Stored data entries:
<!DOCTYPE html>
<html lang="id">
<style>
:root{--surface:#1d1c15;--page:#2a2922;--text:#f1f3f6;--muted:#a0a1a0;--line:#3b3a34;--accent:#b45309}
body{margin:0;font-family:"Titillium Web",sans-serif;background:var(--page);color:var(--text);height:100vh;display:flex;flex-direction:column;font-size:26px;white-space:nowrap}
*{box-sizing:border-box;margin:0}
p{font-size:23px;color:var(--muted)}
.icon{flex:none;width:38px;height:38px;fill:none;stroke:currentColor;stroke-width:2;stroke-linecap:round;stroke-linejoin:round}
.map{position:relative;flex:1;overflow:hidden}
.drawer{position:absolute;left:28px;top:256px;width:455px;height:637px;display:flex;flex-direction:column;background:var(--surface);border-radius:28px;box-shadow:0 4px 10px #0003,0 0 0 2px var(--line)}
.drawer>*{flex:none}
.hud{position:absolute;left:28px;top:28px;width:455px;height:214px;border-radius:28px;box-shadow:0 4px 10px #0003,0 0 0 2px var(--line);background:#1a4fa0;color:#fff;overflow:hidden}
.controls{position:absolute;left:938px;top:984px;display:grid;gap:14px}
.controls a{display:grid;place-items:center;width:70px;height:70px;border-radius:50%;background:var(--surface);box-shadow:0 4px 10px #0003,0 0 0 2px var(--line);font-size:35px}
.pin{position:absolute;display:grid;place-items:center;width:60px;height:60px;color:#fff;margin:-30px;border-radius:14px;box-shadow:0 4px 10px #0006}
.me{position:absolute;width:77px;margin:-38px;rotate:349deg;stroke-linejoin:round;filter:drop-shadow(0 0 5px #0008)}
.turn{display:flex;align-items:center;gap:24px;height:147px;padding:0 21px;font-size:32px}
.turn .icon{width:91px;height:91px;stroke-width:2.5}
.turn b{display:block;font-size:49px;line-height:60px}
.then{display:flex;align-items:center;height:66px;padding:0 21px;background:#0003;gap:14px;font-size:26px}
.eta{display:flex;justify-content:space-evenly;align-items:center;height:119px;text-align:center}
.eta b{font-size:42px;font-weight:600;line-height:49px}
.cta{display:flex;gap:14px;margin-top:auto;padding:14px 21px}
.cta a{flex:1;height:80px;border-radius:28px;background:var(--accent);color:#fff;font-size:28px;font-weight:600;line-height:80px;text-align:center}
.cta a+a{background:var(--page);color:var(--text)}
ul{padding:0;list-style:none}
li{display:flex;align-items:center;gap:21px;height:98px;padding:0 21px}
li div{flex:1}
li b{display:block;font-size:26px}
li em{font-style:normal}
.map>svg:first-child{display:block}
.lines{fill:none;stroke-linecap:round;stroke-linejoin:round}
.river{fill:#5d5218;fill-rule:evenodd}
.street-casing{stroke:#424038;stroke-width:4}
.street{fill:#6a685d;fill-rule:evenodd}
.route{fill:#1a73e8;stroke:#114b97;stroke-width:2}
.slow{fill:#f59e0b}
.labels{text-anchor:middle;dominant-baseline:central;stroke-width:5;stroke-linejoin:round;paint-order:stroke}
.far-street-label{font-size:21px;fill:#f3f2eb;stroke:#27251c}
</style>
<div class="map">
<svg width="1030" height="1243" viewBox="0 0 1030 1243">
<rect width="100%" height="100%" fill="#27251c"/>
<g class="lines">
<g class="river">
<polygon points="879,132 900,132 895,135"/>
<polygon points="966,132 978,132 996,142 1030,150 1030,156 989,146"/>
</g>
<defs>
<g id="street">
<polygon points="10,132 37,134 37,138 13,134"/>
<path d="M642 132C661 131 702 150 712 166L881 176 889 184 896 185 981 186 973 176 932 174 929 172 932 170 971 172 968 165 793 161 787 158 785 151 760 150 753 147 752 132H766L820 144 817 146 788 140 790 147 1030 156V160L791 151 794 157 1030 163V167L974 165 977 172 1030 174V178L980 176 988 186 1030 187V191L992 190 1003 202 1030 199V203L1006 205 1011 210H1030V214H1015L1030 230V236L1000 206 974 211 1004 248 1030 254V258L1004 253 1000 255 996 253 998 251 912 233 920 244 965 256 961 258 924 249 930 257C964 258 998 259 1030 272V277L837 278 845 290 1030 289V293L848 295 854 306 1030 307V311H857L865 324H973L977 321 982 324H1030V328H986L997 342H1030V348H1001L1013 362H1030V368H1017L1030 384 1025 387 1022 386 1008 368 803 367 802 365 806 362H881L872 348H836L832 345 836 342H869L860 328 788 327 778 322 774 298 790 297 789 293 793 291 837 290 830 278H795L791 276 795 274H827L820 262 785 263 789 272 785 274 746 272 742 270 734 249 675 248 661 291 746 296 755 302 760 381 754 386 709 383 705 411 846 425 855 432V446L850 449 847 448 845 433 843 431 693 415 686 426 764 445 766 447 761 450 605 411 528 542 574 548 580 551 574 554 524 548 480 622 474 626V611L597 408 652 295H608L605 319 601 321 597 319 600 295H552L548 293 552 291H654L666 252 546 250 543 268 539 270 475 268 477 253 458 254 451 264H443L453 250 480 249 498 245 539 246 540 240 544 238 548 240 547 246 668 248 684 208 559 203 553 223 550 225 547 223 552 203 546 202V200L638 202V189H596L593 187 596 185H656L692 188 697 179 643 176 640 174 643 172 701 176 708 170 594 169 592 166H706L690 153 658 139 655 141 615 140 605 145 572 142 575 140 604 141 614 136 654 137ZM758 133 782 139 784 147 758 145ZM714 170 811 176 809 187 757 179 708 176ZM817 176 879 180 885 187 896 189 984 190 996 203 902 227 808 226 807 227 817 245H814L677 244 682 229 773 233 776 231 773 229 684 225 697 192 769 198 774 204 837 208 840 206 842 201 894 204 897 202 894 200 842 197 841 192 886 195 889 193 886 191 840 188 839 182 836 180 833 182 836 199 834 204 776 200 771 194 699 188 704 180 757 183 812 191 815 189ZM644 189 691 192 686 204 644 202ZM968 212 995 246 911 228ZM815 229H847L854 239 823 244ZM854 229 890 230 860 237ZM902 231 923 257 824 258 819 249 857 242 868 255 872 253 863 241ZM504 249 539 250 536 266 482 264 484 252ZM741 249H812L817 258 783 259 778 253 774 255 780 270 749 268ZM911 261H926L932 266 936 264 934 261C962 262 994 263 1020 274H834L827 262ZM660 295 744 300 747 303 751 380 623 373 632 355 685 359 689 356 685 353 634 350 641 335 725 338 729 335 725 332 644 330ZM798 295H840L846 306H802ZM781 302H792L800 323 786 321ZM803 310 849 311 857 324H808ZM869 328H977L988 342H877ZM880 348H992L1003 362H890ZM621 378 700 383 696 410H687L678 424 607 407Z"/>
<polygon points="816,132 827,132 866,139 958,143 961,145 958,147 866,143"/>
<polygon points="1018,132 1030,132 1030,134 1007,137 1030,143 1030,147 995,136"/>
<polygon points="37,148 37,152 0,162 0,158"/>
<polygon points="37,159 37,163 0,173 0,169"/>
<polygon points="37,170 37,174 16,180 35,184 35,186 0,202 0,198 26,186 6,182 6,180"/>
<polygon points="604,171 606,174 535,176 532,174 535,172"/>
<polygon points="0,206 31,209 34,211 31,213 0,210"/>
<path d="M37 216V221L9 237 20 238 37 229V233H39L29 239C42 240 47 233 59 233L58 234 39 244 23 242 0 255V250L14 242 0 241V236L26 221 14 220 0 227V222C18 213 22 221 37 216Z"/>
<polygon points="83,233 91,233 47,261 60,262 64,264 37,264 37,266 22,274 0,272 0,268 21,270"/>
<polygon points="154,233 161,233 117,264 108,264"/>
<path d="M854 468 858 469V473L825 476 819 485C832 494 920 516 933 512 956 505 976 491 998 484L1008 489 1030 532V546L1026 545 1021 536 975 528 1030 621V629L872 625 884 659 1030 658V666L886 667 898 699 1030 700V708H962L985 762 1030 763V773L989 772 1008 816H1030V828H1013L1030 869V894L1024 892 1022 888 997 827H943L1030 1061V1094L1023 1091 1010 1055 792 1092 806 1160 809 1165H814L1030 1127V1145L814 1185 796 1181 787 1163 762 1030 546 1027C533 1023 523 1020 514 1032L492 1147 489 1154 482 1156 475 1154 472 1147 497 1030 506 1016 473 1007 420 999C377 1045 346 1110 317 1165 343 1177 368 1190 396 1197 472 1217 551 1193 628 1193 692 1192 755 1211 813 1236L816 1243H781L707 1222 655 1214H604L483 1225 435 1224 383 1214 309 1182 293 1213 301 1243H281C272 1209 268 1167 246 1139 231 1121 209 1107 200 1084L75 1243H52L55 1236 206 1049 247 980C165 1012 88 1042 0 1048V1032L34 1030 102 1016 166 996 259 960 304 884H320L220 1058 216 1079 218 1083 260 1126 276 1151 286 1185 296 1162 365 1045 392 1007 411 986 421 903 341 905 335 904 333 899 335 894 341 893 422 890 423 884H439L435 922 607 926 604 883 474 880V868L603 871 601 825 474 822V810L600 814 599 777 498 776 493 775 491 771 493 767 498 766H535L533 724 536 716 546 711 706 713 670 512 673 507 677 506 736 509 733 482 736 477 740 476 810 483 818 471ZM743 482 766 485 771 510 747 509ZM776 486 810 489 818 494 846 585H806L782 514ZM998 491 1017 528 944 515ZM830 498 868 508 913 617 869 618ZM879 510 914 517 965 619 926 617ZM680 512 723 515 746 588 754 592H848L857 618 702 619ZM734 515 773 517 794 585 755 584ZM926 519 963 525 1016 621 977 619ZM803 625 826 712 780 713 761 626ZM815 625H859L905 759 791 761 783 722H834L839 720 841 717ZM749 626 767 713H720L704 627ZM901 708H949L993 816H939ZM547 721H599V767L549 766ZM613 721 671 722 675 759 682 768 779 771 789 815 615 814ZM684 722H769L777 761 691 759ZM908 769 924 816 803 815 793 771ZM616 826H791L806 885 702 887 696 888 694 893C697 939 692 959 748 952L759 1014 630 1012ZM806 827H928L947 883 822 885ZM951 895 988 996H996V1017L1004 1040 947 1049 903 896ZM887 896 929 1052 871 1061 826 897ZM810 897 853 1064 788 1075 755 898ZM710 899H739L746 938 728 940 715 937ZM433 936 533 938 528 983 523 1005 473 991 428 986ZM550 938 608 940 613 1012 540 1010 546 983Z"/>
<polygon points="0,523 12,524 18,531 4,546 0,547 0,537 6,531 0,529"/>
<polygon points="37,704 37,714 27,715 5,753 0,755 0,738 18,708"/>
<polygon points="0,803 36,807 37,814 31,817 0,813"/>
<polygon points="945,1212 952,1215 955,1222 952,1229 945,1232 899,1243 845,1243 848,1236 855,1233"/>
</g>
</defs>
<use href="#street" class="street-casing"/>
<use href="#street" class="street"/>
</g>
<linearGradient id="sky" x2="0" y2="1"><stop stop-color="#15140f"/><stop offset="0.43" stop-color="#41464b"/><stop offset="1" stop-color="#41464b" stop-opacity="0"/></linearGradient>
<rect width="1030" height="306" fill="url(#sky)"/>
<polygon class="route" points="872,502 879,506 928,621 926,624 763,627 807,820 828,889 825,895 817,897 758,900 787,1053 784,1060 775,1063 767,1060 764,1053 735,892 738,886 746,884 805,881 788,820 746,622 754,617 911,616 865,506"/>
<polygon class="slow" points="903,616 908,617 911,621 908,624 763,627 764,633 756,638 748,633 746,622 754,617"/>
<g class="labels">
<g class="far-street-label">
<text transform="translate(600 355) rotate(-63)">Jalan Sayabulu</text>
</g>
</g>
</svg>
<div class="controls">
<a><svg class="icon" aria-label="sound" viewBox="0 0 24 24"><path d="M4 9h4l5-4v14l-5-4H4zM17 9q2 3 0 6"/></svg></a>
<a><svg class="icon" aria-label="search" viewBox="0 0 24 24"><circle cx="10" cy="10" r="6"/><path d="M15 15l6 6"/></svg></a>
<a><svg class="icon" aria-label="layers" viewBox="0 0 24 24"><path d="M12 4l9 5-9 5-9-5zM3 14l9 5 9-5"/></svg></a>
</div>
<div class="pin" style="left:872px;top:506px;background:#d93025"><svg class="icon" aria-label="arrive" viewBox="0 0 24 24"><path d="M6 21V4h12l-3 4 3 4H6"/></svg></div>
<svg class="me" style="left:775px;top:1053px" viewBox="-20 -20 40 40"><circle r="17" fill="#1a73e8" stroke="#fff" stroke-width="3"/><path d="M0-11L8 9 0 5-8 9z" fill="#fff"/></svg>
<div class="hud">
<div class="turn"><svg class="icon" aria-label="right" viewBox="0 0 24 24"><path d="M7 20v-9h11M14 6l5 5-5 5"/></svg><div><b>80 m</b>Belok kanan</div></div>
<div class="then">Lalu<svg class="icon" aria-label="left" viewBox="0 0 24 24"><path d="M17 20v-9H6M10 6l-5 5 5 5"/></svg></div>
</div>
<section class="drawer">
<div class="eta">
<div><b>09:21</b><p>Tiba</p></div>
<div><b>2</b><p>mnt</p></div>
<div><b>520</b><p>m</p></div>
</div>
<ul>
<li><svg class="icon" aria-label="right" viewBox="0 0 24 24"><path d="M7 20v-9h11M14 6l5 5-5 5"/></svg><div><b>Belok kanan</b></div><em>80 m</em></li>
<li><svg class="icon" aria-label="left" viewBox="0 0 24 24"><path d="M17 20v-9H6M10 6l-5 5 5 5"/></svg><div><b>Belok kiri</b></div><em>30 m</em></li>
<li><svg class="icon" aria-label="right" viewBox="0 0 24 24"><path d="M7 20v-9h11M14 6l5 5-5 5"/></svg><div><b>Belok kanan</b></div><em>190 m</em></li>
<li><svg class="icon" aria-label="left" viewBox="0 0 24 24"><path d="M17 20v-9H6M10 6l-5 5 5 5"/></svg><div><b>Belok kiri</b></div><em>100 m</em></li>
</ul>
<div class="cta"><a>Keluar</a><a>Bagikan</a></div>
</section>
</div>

WHAT THE TASK REQUIRES:
Return only the number of lines in the preceding records that contain the string "overflow".

WRITTEN SOLUTION:
2